The problem:
Copy out the lines of the material that include the string "turn".

____ Data for review

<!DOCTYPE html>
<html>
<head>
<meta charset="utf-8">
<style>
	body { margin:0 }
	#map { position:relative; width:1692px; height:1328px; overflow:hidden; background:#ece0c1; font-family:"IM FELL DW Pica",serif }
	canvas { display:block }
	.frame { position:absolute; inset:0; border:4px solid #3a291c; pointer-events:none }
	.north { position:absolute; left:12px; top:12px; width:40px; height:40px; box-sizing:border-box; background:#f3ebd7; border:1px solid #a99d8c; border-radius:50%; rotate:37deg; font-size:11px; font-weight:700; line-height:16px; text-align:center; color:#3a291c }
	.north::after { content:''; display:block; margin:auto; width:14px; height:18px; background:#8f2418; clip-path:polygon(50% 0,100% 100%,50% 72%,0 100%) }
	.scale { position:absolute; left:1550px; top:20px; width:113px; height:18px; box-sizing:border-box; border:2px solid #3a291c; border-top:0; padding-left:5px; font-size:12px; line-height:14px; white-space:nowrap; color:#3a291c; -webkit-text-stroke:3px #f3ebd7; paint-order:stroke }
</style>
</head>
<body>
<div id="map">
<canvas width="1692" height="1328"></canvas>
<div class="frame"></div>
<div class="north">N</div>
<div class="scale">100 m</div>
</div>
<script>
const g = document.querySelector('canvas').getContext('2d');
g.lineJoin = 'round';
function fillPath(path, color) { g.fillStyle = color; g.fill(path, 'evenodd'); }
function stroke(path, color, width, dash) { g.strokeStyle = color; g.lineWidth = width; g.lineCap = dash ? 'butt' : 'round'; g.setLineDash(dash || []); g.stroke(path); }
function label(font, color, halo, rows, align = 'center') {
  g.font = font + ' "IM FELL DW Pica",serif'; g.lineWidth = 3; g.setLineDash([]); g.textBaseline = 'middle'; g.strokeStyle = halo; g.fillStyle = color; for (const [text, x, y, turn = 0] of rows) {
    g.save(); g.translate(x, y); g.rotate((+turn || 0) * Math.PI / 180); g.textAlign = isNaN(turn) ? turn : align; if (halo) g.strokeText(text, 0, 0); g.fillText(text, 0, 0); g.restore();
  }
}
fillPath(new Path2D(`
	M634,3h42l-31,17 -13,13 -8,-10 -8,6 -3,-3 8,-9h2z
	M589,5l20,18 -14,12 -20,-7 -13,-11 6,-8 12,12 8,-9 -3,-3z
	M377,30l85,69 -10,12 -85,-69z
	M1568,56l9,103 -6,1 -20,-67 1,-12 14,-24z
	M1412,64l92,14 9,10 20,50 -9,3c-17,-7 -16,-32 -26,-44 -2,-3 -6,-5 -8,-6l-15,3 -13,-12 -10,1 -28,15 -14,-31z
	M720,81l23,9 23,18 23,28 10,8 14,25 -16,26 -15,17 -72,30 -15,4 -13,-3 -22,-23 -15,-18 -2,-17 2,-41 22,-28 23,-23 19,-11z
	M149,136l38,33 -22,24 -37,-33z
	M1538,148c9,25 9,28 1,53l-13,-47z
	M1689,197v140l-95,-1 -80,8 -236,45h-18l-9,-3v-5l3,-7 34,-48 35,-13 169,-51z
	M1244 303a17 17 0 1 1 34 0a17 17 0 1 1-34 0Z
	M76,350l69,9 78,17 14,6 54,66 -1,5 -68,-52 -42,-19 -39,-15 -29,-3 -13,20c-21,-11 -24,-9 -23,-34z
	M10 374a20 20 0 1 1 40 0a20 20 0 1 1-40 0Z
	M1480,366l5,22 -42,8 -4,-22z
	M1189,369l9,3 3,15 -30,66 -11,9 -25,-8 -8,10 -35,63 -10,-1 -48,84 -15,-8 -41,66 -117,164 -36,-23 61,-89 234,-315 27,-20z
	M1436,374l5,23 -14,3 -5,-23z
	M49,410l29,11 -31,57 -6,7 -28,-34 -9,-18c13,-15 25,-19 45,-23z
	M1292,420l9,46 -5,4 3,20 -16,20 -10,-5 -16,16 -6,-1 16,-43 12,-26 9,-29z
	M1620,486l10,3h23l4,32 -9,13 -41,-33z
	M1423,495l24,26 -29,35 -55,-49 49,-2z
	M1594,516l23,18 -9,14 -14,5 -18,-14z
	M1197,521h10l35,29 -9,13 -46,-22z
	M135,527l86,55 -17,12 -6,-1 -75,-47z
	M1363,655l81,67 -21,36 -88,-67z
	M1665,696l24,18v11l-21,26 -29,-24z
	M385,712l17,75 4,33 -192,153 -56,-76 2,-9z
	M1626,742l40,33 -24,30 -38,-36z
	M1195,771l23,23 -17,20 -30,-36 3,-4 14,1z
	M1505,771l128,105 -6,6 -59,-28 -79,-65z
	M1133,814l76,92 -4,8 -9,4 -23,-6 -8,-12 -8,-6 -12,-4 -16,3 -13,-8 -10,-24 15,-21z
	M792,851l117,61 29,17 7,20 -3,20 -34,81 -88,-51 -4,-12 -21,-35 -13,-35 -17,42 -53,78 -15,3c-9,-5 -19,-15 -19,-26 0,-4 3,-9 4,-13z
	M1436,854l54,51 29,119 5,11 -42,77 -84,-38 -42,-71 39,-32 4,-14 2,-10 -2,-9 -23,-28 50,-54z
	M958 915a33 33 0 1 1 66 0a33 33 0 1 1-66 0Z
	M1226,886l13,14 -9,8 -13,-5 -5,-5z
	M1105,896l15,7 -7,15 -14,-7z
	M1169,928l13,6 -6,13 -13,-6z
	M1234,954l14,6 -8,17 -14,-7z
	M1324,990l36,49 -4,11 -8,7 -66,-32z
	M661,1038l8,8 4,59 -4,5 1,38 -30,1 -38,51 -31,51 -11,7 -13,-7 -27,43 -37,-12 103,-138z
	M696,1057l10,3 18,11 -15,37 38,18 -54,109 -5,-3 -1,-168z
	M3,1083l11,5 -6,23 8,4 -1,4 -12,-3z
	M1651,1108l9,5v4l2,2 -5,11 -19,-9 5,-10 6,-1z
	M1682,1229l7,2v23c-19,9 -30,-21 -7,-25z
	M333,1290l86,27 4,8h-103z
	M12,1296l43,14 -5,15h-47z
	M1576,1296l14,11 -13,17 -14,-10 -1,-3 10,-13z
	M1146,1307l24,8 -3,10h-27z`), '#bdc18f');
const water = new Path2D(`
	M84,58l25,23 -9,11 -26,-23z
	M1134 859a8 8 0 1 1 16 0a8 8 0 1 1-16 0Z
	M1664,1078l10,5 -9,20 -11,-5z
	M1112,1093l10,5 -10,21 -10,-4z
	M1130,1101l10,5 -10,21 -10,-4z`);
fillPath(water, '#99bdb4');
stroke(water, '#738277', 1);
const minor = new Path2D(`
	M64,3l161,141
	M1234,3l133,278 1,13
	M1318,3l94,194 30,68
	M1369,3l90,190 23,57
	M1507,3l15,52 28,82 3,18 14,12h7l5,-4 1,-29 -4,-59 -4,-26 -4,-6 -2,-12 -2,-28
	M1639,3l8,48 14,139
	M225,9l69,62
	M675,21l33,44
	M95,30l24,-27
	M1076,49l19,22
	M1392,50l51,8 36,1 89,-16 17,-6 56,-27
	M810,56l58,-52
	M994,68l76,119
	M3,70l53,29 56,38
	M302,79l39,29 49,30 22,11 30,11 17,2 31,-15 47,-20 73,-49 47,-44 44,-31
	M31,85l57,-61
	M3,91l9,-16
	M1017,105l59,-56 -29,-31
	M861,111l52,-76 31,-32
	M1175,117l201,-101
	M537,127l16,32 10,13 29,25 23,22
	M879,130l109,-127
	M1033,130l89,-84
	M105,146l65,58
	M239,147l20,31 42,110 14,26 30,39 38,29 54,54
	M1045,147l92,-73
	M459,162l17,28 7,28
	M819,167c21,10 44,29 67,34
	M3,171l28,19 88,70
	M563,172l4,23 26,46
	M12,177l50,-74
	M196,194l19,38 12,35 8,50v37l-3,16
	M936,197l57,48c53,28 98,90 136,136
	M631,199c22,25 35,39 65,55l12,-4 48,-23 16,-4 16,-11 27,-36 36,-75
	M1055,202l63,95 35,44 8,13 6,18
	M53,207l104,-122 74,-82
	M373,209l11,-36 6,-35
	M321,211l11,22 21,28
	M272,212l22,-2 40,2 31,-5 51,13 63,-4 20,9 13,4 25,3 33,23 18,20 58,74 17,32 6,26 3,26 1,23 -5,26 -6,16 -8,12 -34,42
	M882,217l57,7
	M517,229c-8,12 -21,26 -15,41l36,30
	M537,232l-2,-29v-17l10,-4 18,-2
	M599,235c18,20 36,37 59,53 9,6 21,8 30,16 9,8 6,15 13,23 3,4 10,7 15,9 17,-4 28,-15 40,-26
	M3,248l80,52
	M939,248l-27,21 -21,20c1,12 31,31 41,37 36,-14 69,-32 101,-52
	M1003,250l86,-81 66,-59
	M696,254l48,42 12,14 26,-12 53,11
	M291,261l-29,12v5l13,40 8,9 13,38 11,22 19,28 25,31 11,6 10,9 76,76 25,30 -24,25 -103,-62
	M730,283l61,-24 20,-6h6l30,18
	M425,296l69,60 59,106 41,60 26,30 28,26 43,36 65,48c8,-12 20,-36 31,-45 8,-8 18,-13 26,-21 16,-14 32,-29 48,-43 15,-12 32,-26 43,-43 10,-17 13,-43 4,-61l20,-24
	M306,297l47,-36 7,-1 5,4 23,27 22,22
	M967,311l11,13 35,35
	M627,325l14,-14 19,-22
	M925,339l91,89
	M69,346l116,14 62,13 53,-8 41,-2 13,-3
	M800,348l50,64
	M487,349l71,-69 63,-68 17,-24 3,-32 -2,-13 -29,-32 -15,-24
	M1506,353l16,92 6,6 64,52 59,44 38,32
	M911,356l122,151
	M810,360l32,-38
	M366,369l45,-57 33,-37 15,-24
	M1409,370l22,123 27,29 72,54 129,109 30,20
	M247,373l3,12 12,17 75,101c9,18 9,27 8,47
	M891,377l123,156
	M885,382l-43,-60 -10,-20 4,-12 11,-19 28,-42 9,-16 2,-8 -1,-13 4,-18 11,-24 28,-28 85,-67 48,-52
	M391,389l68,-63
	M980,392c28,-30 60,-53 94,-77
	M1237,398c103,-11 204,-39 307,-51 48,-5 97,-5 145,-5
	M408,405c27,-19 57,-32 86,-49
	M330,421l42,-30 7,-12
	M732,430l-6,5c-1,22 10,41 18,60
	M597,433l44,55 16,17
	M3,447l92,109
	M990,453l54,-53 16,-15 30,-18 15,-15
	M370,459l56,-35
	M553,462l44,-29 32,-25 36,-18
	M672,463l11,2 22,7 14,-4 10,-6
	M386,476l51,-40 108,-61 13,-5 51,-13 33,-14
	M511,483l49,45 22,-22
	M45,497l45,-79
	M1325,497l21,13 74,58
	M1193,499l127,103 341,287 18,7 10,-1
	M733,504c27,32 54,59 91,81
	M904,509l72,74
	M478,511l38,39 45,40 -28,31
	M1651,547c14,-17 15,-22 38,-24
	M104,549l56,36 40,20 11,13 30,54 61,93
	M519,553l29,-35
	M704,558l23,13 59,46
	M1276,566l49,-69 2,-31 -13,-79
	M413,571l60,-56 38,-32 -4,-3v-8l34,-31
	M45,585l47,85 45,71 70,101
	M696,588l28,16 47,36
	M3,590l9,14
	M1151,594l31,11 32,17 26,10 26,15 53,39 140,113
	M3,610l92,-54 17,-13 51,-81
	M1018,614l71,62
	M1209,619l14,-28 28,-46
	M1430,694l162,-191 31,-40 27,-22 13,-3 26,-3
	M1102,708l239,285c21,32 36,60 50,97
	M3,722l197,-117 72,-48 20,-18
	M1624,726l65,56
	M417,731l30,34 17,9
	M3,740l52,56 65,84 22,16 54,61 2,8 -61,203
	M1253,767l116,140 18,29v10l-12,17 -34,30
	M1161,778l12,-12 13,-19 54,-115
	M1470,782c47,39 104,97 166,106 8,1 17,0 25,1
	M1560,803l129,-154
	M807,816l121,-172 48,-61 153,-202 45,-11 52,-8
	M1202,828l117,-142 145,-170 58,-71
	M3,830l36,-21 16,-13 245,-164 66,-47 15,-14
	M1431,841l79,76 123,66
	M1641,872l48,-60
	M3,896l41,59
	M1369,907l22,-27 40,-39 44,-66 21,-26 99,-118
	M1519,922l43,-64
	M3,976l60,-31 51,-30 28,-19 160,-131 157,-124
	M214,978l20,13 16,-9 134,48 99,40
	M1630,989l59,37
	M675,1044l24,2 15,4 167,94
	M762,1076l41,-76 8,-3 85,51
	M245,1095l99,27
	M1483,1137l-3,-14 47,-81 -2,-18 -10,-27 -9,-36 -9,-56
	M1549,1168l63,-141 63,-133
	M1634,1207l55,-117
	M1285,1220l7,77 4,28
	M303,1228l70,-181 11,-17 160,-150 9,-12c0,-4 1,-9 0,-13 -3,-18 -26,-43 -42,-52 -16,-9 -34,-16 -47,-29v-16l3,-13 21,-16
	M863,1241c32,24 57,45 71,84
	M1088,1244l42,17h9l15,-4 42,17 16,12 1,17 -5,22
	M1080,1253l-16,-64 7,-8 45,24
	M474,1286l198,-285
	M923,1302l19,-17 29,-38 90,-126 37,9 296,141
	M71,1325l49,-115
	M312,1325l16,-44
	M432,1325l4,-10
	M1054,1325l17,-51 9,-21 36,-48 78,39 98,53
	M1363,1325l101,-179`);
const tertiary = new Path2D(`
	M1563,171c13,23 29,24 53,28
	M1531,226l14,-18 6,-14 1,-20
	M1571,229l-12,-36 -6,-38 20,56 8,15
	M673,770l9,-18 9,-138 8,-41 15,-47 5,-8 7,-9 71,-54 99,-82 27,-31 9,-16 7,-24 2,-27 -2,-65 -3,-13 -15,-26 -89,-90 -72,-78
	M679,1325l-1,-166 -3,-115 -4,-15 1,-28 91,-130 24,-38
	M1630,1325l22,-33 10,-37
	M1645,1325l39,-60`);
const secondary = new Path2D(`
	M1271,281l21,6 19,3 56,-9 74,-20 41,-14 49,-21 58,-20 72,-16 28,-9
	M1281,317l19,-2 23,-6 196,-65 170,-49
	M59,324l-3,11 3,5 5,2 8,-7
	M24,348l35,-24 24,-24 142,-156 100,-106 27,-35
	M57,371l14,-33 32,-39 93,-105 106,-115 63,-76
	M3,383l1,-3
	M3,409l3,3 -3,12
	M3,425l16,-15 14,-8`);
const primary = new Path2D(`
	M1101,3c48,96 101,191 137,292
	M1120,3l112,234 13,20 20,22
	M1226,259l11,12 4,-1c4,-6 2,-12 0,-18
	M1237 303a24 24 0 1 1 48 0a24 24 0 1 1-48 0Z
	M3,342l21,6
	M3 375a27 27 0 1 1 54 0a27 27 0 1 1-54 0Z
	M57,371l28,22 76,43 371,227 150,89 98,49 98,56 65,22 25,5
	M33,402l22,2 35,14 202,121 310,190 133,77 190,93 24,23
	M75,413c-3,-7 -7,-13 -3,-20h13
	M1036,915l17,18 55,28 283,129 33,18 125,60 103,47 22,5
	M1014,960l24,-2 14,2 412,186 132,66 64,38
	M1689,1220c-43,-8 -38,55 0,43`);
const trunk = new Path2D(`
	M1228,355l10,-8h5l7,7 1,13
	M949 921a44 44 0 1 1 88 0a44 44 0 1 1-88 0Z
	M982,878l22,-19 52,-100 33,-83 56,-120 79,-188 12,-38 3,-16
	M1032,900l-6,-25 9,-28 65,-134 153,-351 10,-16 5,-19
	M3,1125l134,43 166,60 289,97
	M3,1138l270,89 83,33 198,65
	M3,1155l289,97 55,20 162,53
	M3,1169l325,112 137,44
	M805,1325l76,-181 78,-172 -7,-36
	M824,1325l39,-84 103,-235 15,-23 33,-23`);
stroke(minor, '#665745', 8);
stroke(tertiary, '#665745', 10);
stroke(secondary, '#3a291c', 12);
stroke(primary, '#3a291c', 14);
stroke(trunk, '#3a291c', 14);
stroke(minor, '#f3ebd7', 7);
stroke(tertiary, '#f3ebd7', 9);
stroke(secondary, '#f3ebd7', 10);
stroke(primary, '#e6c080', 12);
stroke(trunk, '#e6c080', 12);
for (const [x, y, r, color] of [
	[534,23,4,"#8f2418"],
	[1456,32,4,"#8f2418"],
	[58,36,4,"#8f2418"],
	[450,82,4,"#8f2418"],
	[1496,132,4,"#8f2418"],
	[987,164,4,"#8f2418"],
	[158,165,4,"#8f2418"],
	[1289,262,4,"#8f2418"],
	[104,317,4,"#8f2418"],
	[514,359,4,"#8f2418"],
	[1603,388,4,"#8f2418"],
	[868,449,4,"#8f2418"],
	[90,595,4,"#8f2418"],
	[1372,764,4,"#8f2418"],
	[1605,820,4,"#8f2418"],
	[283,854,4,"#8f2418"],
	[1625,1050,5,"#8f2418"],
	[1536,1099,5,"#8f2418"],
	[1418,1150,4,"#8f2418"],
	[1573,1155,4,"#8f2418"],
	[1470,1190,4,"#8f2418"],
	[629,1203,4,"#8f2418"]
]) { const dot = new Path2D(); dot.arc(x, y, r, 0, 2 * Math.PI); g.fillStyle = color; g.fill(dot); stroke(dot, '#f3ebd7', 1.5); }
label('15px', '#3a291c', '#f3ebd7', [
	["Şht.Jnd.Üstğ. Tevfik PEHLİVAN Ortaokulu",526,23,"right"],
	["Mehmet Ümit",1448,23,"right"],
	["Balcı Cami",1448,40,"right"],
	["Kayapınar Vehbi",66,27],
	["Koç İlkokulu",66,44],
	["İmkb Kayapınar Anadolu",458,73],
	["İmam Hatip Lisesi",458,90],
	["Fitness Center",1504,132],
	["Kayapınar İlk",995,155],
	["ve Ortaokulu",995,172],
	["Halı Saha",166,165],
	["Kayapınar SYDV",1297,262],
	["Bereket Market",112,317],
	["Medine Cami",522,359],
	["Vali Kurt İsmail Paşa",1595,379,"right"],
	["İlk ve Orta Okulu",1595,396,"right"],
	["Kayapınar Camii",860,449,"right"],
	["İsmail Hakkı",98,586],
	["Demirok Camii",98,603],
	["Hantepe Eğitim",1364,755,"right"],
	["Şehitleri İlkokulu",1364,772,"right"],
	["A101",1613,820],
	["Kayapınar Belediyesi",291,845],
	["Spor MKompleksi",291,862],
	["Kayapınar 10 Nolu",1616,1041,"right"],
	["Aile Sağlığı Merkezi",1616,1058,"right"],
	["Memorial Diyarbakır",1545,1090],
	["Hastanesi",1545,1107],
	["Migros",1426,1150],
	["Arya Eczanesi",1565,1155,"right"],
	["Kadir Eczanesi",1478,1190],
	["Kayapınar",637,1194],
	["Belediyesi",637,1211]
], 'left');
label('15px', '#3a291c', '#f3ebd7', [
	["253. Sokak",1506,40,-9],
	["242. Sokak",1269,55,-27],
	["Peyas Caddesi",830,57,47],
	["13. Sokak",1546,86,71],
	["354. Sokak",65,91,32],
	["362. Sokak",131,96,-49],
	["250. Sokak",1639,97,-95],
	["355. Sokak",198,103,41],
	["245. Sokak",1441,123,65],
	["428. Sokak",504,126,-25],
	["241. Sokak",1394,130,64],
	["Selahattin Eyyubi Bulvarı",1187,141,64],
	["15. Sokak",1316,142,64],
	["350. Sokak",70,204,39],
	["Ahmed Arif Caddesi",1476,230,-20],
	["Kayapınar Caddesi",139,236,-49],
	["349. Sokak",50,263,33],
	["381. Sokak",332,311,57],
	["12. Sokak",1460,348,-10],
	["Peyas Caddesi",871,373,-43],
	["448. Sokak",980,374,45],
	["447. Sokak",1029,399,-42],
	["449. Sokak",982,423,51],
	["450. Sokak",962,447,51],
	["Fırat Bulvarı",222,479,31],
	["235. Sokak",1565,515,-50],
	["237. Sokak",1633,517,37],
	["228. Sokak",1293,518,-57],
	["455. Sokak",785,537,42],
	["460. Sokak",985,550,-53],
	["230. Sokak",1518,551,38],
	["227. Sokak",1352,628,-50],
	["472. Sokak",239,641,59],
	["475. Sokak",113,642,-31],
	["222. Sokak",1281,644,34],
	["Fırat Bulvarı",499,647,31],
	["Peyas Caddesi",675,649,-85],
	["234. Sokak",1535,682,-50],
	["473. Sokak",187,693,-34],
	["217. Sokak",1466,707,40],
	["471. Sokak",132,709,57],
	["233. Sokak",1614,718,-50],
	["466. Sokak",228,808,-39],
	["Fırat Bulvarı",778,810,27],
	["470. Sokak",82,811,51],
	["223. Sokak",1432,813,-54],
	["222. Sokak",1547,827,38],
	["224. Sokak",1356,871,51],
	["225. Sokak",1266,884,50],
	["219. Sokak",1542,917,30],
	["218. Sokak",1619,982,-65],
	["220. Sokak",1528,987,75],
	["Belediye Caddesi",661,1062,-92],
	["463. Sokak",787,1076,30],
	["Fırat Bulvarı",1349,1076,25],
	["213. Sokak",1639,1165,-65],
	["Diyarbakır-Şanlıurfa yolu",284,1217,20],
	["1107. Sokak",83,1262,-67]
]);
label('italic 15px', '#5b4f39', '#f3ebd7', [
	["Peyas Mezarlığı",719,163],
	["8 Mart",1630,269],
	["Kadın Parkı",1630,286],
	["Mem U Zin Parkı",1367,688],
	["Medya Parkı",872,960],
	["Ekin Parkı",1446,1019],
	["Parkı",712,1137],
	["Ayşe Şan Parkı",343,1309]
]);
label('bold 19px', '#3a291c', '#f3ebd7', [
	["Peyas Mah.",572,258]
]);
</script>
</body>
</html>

________

Answer to this problem:
  g.font = font + ' "IM FELL DW Pica",serif'; g.lineWidth = 3; g.setLineDash([]); g.textBaseline = 'middle'; g.strokeStyle = halo; g.fillStyle = color; for (const [text, x, y, turn = 0] of rows) {
    g.save(); g.translate(x, y); g.rotate((+turn || 0) * Math.PI / 180); g.textAlign = isNaN(turn) ? turn : align; if (halo) g.strokeText(text, 0, 0); g.fillText(text, 0, 0); g.restore();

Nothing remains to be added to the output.